12 Mai 2016
Os últimos: uma categoria da humanidade, que deveria ter um lugar de privilégio, terra sagrada, na vida de cada verdadeiro discípulo do Evangelho. Poderíamos arriscar algumas perguntas: vamos ao encontro da sabedoria dos últimos? Colocamo-los na cátedra nos nossos conselhos pastorais, nas nossas assembleias eclesiais? A quem damos a voz nos nossos grandes congressos, nas imponentes e faraônicas manifestações eclesiais? Encontramos presentes os seus rostos? Somos tomados pelo temor de que, na ausência dos seus rostos, em uma medida não indiferente, Deus também se esconde?

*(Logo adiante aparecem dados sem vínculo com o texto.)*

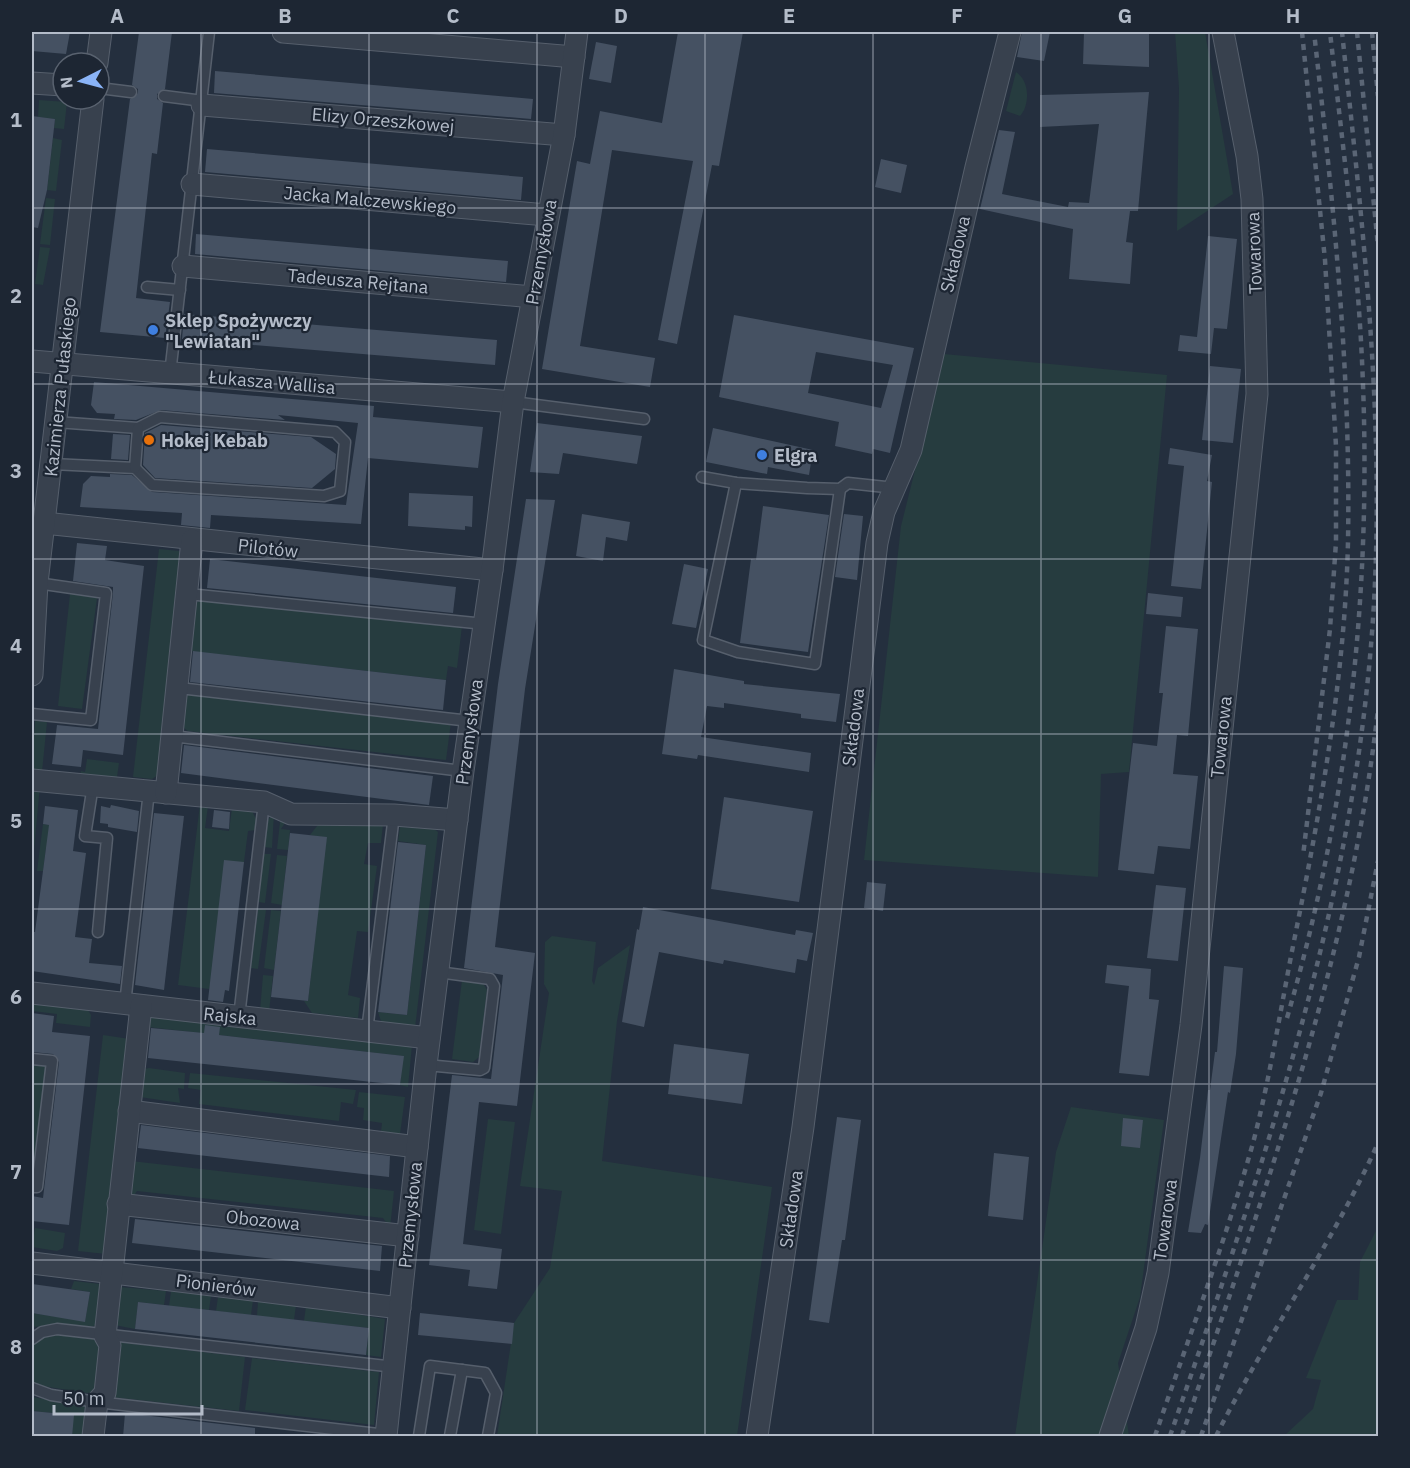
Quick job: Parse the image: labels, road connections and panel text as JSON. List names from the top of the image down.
{
  "streets": {
    "street": [
      "Elizy Orzeszkowej",
      "Jacka Malczewskiego",
      "Przemysłowa",
      "Towarowa",
      "Składowa",
      "Tadeusza Rejtana",
      "Łukasza Wallisa",
      "Kazimierza Pułaskiego",
      "Pilotów",
      "Rajska",
      "Obozowa",
      "Pionierów"
    ]
  },
  "crossings": [
    ["Elizy Orzeszkowej", "Przemysłowa"],
    ["Jacka Malczewskiego", "Przemysłowa"],
    ["Przemysłowa", "Tadeusza Rejtana"],
    ["Przemysłowa", "Łukasza Wallisa"],
    ["Przemysłowa", "Pilotów"],
    ["Przemysłowa", "Rajska"],
    ["Przemysłowa", "Obozowa"],
    ["Przemysłowa", "Pionierów"],
    ["Łukasza Wallisa", "Kazimierza Pułaskiego"],
    ["Kazimierza Pułaskiego", "Pilotów"]
  ],
  "places": ["Sklep Spożywczy \"Lewiatan\"", "Hokej Kebab", "Elgra"],
  "scale_bar": "50 m",
  "north": "left",
  "grid": {
    "columns": [
      "A",
      "B",
      "C",
      "D",
      "E",
      "F",
      "G",
      "H"
    ],
    "rows": [
      "1",
      "2",
      "3",
      "4",
      "5",
      "6",
      "7",
      "8"
    ]
  }
}
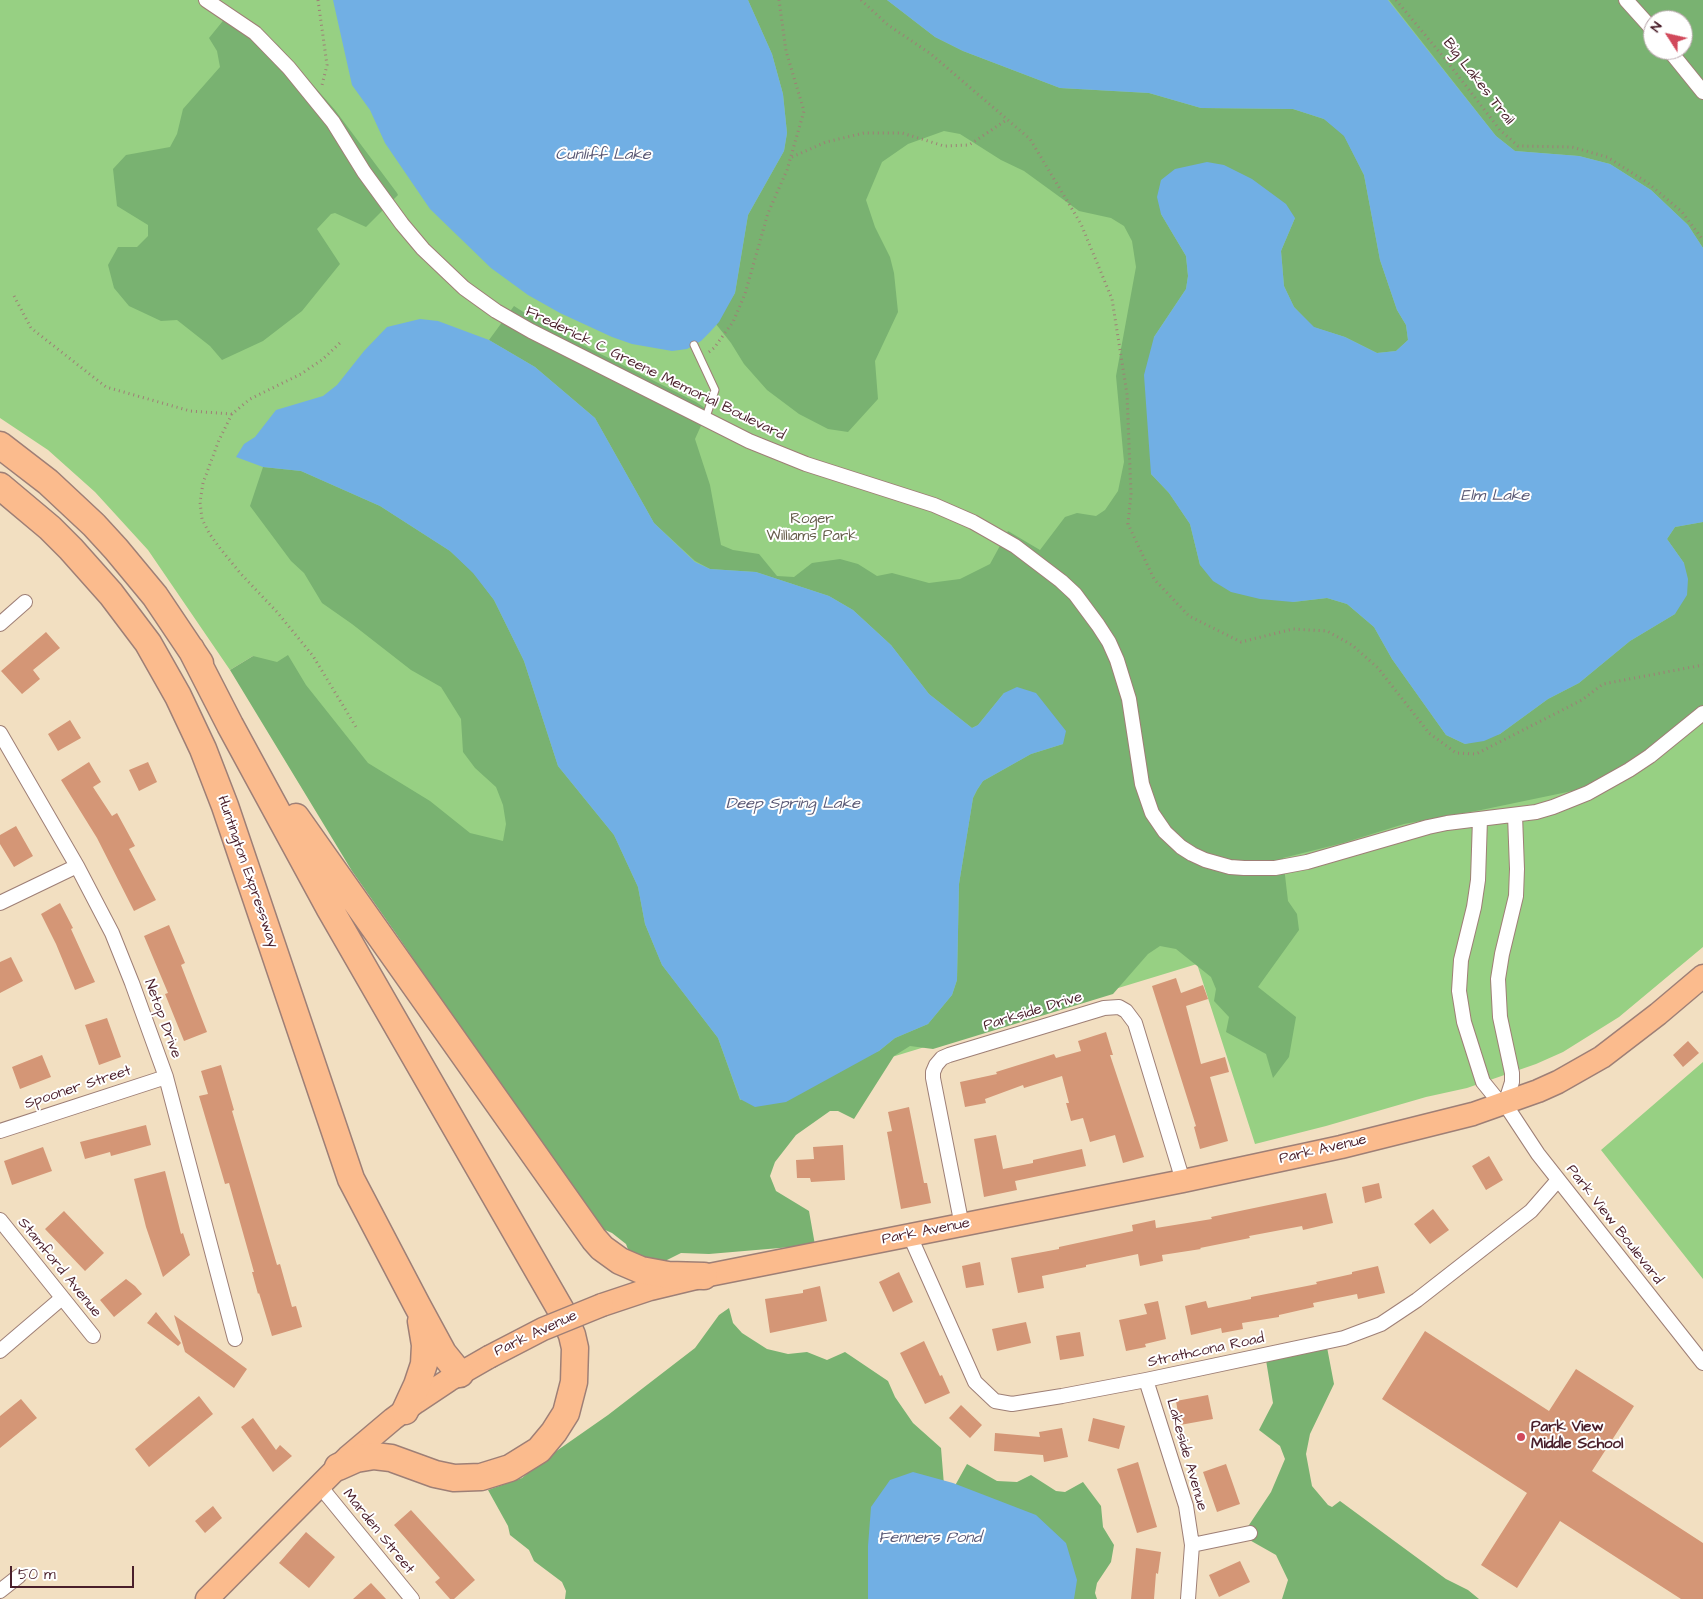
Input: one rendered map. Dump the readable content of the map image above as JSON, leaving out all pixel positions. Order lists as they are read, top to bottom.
{
  "streets": {
    "highway": ["Huntington Expressway"],
    "main road": ["Park Avenue"],
    "street": [
      "Frederick C Greene Memorial Boulevard",
      "Parkside Drive",
      "Netop Drive",
      "Spooner Street",
      "Park View Boulevard",
      "Stamford Avenue",
      "Strathcona Road",
      "Lakeside Avenue",
      "Marden Street"
    ],
    "path": ["Big Lakes Trail"]
  },
  "crossings": [
    ["Frederick C Greene Memorial Boulevard", "Park View Boulevard"],
    ["Parkside Drive", "Park Avenue"],
    ["Netop Drive", "Spooner Street"],
    ["Park Avenue", "Park View Boulevard"],
    ["Park Avenue", "Strathcona Road"],
    ["Park Avenue", "Marden Street"],
    ["Park View Boulevard", "Strathcona Road"],
    ["Strathcona Road", "Lakeside Avenue"]
  ],
  "water": [
    "Cunliff Lake",
    "Elm Lake",
    "Deep Spring Lake",
    "Fenners Pond"
  ],
  "parks": ["Roger Williams Park"],
  "places": ["Park View Middle School"],
  "scale_bar": "50 m",
  "north": "top left"
}
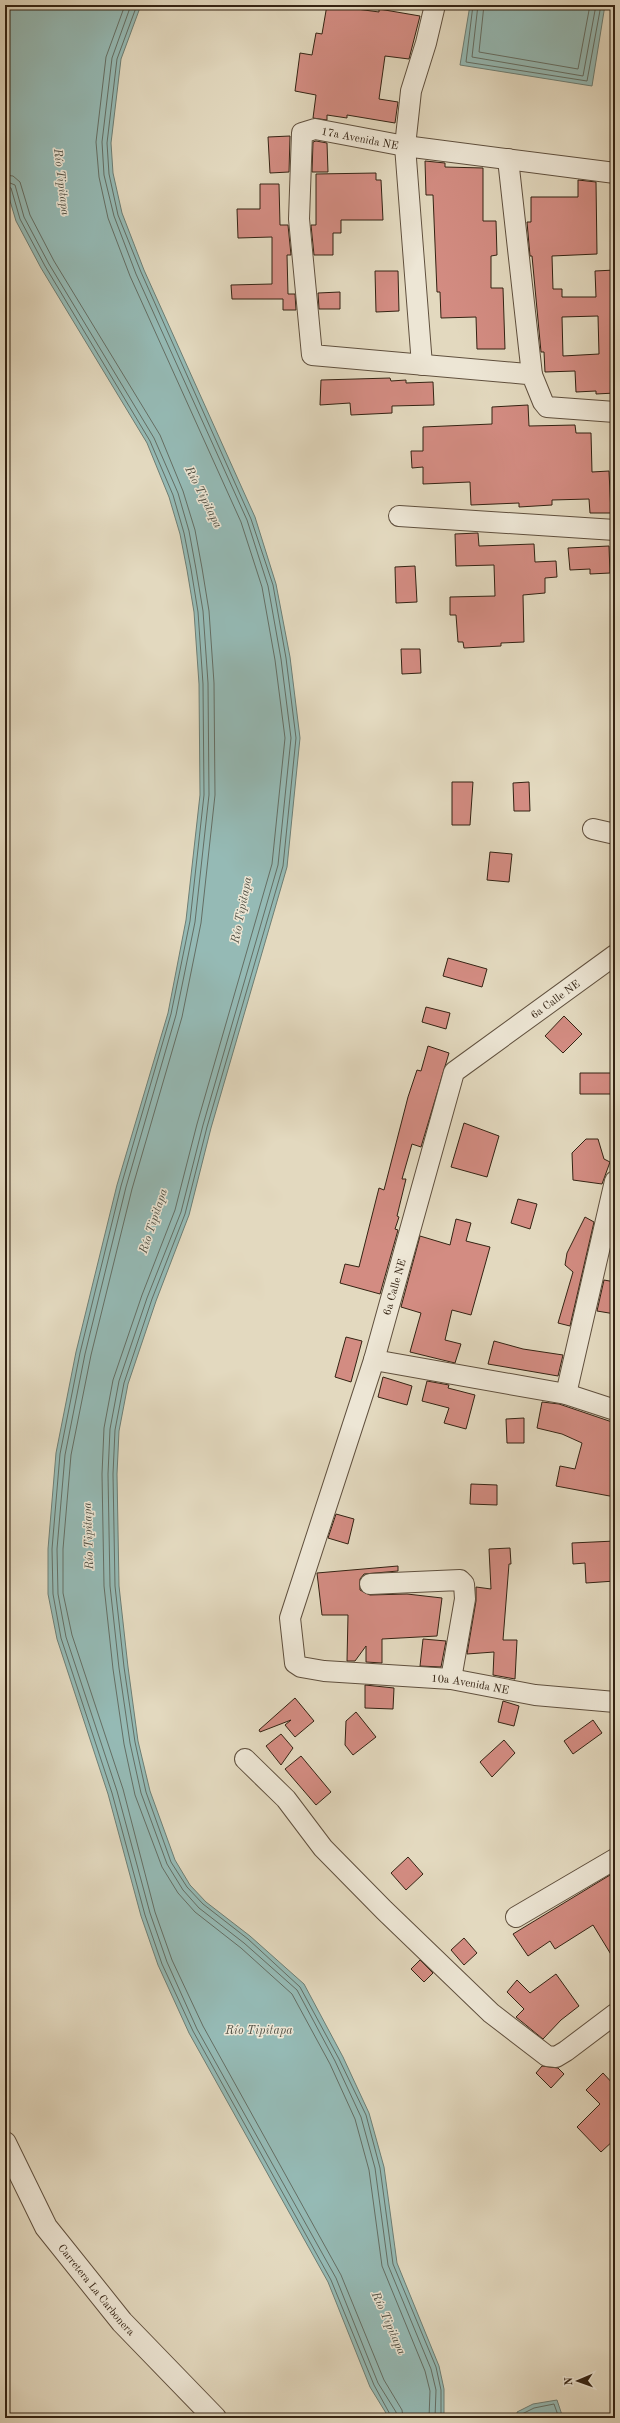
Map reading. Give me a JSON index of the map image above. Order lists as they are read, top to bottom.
{
  "streets": {
    "street": [
      "17a Avenida NE",
      "6a Calle NE",
      "10a Avenida NE",
      "Carretera La Carbonera"
    ]
  },
  "crossings": [
    ["6a Calle NE", "10a Avenida NE"]
  ],
  "water": ["Río Tipitapa"],
  "north": "left"
}
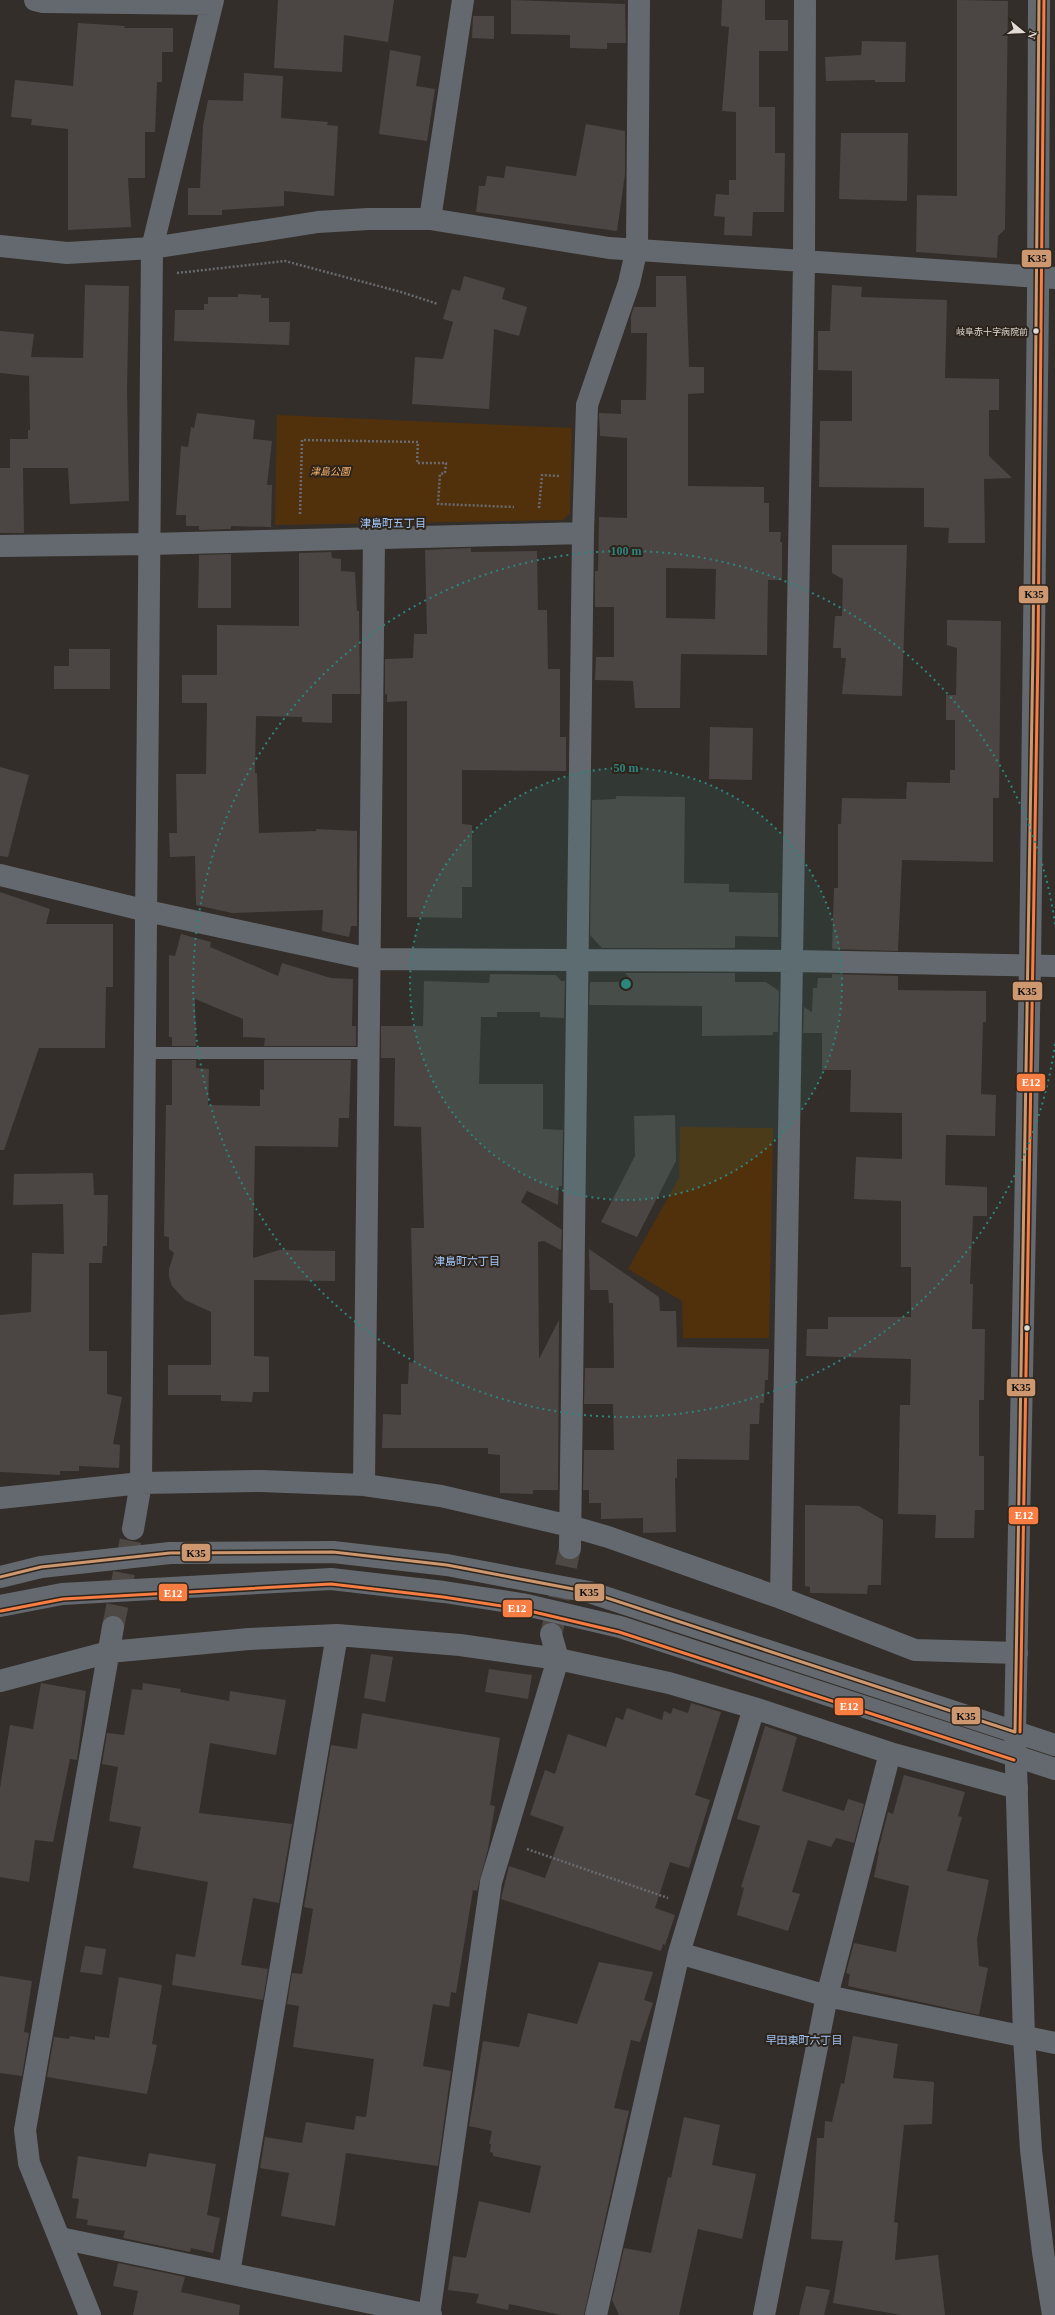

A reflexão é do teólogo e padre italiano Angelo Casati, em artigo publicado na revista Esodo, n. 4, de dezembro de 2015. A tradução é de Moisés Sbardelotto.
Eis o texto.
O divino e os rostos. Obrigado pela conjunção – pelo "e" da conjunção entre o divino e os rostos. Eu sofri longamente, muito longamente, pela esquizofrenia de um divino que me era contado como tomar distância do humano, e a sede do rosto de Deus contada como purificação da sede do rosto das mulheres e dos homens do meu tempo, e isso nos dias em que eu andava cada vez mais me apaixonando. Apaixonando-me pelos rostos. Vinha a noite, e eu escrevia:
Os rostos dos amigos
são como Terra Prometida:
poucos metros
de terra preta e fecunda
que eu conheço palmo a palmo,
como a ramificação
das veias em uma mão.
Os rostos dos meus amigos
são como o espelho do tempo.
Eu os interrogo em silêncio à noite:
nos olhos, fixou-se
e ainda vive, toda,
a aventura de um dia:
ainda perseguem
incômodas imagens,
como bitucas
que ninguém ousa apagar
em cinzas de indiferença.
Difunde-se na prega
dos olhos
a luta dos desesperados,
o amor dos tolos,
este nosso esperar
contra toda esperança.
Nos rostos dos meus amigos
percorro de novo a cada dia
o sendeiro inquieto
das nossas perguntas
sem resposta.
Única certeza
- entre areias e desertos
de escolhas provisórias -
o Cristo Presença e Ausência,
próximo como a carne
de um esposo
e esperado na noite
com tochas
que fadigam ao vento
quase como se estivessem
prestes a morrer.
E nós, amigos?
Nós, chamados
a arriscar a noite,
a decidir no escuro
- quando fraca é a luz -
por um caminho ou por outro.
Por que não falas, ó Senhor?
Nossa nova condição
é não saber e esperar
contra toda esperança.
Rostos dos meus amigos
rostos sem presunção,
imagem
da esperança dos tolos.
Rostos dos meus amigos,
a terra do amanhã.
A convivência com Paola criava conjunção de divino e de rostos. Fascinava-me e me intrigava a imagem de um Deus que se deixava tomar pelo estupor diante daquilo que Lhe tinha escapado das mãos: "E viu que era bom, belo". Ele, no auge do estupor, quando conseguiu criar um homem e uma mulher: "E viu que era muito bom, muito belo". Parte d'Ele habitava aquele rosto de mulher, aquele rosto do homem, os tinha criado à Sua imagem, segundo a Sua semelhança. E a palavra imagem, na língua antiga, não fala de uma fotografia, mas de uma conservação da presença, da presença do divino no rosto.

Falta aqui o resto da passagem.